1. an alkali-resistant xylanase, is characterized in that, is selected from following (1) or (2) or (3):

(1) the total length zytase be made up of the aminoacid sequence shown in SEQ ID NO:2;

(2) recombined xylanase be made up of the aminoacid sequence shown in SEQ ID NO:4;

(3) aminoacid sequence shown in SEQ ID NO:2 or SEQ ID NO:4 had the protein derivative by (1) or (2) of alkali-resistant xylanase activity through the replacement of one or several amino-acid residue and/or disappearance and/or interpolation.

2. the encoding gene of zytase described in claim 1, is characterized in that,

(1) protein molecule described in its nucleotide sequence coded claim 1;

(2) its nucleotide sequence is SEQ ID NO:1 or the sequence shown in SEQ ID NO:3;

(3) its nucleotide sequence is the replacement of nucleotide sequence shown in SEQ ID NO:1 or SEQ ID NO:3 through one or several Nucleotide and/or the derived sequence of disappearance and/or interpolation gained;

(4) DNA sequence dna limited with (1) has more than 90% homology and the nucleotide sequence of described zytase of encoding.

3. the recombinant vectors containing encoding gene described in claim 2.

4. recombinant vectors according to claim 3, it is characterized in that, the gene of expression vector pHTHis and claim 2 is carried out double digestion respectively with restriction enzyme BamH I and Pst I, connect after digestion products purifying, be converted into E.coli BL21 (DE3) competent cell, filter out positive colony by bacterium colony PCR, order-checking; Positive colony is connected in the LB substratum containing amicillin resistance and extracts plasmid after incubated overnight, namely obtains recombinant vectors.

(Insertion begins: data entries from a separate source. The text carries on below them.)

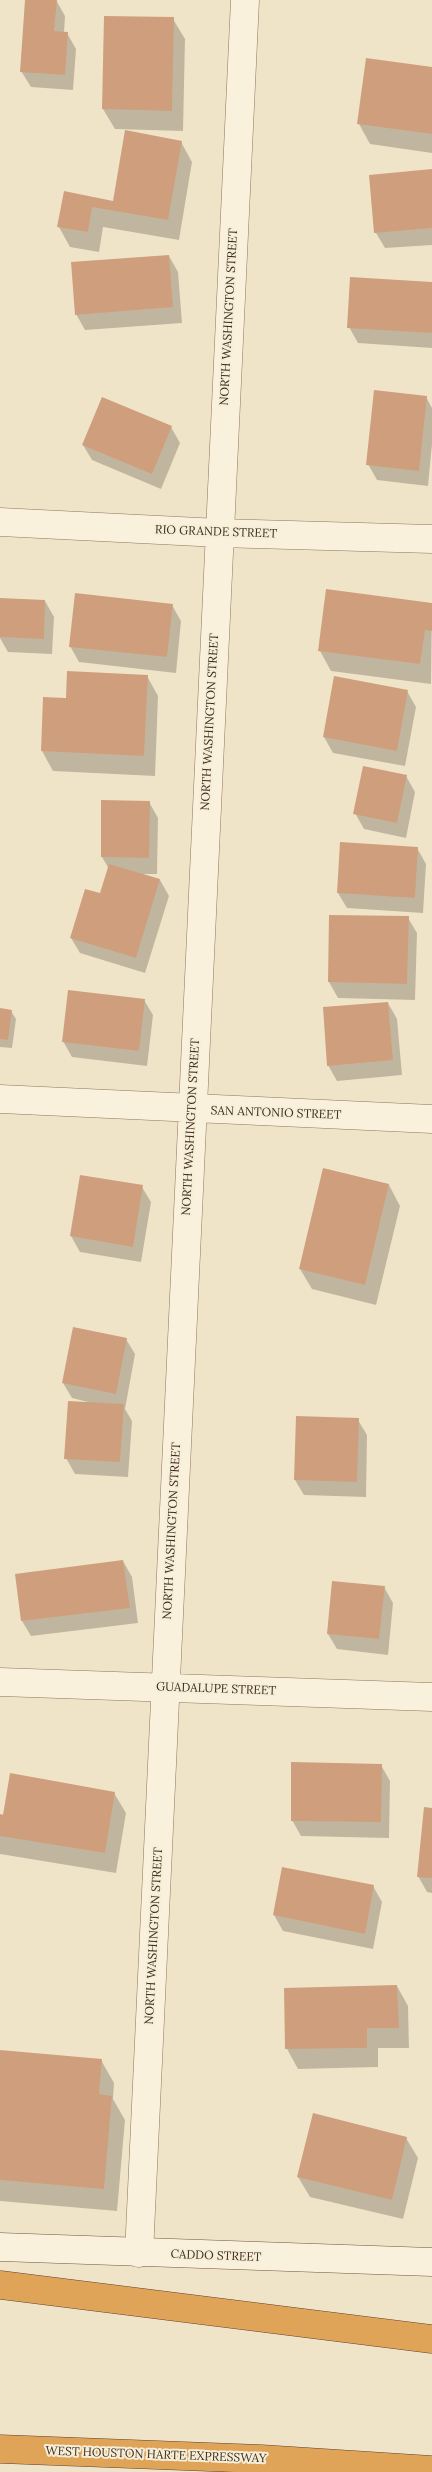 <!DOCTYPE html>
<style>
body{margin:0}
canvas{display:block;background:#f0e4c8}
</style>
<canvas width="432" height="2472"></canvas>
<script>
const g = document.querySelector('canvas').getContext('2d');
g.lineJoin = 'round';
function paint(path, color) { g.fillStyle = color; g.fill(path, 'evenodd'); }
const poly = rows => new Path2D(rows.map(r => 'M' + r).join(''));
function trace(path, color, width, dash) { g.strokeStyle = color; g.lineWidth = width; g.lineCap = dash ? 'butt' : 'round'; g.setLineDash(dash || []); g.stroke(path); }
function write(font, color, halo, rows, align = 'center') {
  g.font = font + ' Lora,serif'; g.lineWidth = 4; g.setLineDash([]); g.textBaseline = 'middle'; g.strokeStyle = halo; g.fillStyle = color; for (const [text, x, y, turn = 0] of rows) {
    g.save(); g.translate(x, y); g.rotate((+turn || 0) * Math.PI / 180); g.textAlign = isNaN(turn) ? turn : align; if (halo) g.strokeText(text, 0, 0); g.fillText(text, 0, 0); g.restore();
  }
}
paint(poly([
 [26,0,56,0,65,16,64,33,67,33,76,49,73,90,31,87,21,71],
 [173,19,185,39,183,131,115,129,103,109],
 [432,68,432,153,370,144,359,124],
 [181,142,192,162,179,240,103,227,99,252,70,247,59,227,65,193,114,202],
 [432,171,432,245,385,248,376,233],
 [169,256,178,272,182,323,85,330,76,314],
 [432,283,432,348,358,343,349,327],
 [426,397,432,408,432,444,428,486,377,480,368,464],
 [171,427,180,443,161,489,92,460,83,445],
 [45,601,54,617,52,654,8,652,0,638,0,615],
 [172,605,181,621,176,673,79,662,70,646],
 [432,605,431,684,331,671,320,651],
 [147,676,158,696,155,776,53,771,42,751,67,700],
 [407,691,416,707,405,766,333,753,324,737],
 [406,776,415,792,406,838,364,829,355,813],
 [149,802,158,818,157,874,138,874,160,880,169,896,145,973,80,953,71,938,101,895,109,869,102,857],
 [417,848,426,864,423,913,347,908,338,893],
 [330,916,408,918,417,933,415,1000,338,998,329,982],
 [144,1000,153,1015,147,1066,72,1057,63,1041],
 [388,1003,397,1019,402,1075,337,1081,328,1065],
 [0,1009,11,1011,16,1019,12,1048,0,1047],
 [324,1170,389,1185,400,1206,376,1305,312,1289,300,1269],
 [142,1187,151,1202,141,1262,80,1252,71,1236],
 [126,1339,135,1354,125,1409,132,1421,128,1477,75,1474,66,1458,88,1402,72,1398,63,1383],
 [358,1420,367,1435,366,1497,304,1495,295,1480],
 [123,1561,132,1577,138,1623,31,1636,22,1621],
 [384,1587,393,1603,388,1655,337,1649,328,1634],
 [381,1765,390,1781,389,1838,301,1836,292,1820],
 [114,1793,126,1813,116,1873,0,1854,0,1815],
 [432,1809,432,1893,427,1892,418,1876],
 [283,1868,373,1886,382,1902,373,1949,283,1931,274,1915],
 [397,1986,408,2006,409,2048,378,2048,378,2067,298,2069,287,2049],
 [0,2051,101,2060,114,2083,113,2099,125,2120,117,2211,0,2201],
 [406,2138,418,2158,403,2219,310,2197,298,2177]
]), '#0003');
paint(poly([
 [25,0,57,0,54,31,68,32,65,75,20,72],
 [104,16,174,17,172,111,102,109],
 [366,58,432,67,432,134,357,124],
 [125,130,182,141,168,220,92,207,88,232,57,227,64,191,113,201],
 [432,169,432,228,374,233,369,175],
 [169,255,173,307,75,315,71,262],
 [350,277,432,282,432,333,347,328],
 [374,390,427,396,419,471,366,465],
 [102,397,172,426,152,474,82,445],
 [326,589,432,603,432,631,425,630,420,664,318,651],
 [75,593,173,604,167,657,69,647],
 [0,598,45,600,44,639,0,637],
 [67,671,148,675,144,756,41,751,43,697,66,698],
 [334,676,408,690,397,751,323,737],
 [363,766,407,775,397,823,353,814],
 [101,800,150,801,149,858,101,857],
 [340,842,418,847,415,898,337,893],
 [109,864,160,879,136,958,70,938,85,889,100,893],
 [329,915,409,916,407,984,328,982],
 [68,990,145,999,139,1051,62,1042],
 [388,1002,393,1060,327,1066,323,1007],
 [0,1008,12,1010,8,1040,0,1039],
 [323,1168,389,1184,365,1285,299,1269],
 [80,1175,143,1185,133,1247,70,1236],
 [73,1327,127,1338,116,1394,62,1383],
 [68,1401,124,1404,120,1462,64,1459],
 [296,1416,359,1418,357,1482,294,1480],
 [123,1560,130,1608,21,1621,15,1574],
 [332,1581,385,1586,379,1639,327,1634],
 [291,1762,382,1764,381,1822,291,1821],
 [10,1773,115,1792,105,1853,0,1836,0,1814,3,1815],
 [424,1807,432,1808,432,1878,417,1877],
 [282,1867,374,1885,365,1934,273,1915],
 [397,1985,399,2028,367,2028,367,2048,285,2049,284,1988],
 [0,2050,102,2059,99,2094,112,2096,104,2189,0,2180],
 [313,2113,407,2137,392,2200,297,2177]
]), '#cf9f7d');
const street = poly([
 [0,522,219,533,432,539],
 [0,1099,432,1119],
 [0,1682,432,1697],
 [139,2253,245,0]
]);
const secondary = poly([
 [0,2247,432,2262]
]);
const highway = poly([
 [0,2285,432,2339],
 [0,2449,261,2459,432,2470]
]);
trace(street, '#8d765c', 29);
trace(secondary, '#6f573f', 29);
trace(highway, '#5b4430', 29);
trace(street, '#faf1dc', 28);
trace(secondary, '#faf1dc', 28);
trace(highway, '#e0a458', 28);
write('12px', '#3d2e20', '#f7eed8', [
 ["NORTH WASHINGTON STREET",229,317,-87],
 ["RIO GRANDE STREET",216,532,2],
 ["NORTH WASHINGTON STREET",210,722,-87],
 ["SAN ANTONIO STREET",276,1113,2],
 ["NORTH WASHINGTON STREET",191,1127,-87],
 ["NORTH WASHINGTON STREET",172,1531,-87],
 ["GUADALUPE STREET",216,1689,2],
 ["NORTH WASHINGTON STREET",154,1936,-87],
 ["CADDO STREET",216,2256,2],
 ["WEST HOUSTON HARTE EXPRESSWAY",156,2455,2]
]);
</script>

5. recombinant vectors according to claim 4, it is characterized in that, the preparation of described expression vector pHTHis: the gene fragment of SEQ ID NO:9 and plasmid pHT01 are all carried out double digestion with BamH I, Aat II, connect after purifying respectively, be converted into E.coli DH5 α competent cell, filter out positive colony by bacterium colony PCR, order-checking; Again positive colony is connected in the LB substratum containing amicillin resistance and extracts plasmid after incubated overnight, be expression vector pHTHis.

6. recombinant vectors according to claim 4, is characterized in that, the clone/expression region of described expression vector pHTHis as shown in Figure 1.

7. the recombinant bacterium containing encoding gene described in claim 2.

8. recombinant bacterium according to claim 7, it is characterized in that, recombinant vectors described in any one of claim 3 ~ 6 goes in subtilis (Bacillus subtilis) by chemical transformation, screen with paraxin LB flat board again, namely obtain this zytase recombinant bacterium.

9. the transgenic cell line containing encoding gene described in claim 2.

10. the expression cassette containing encoding gene described in claim 2.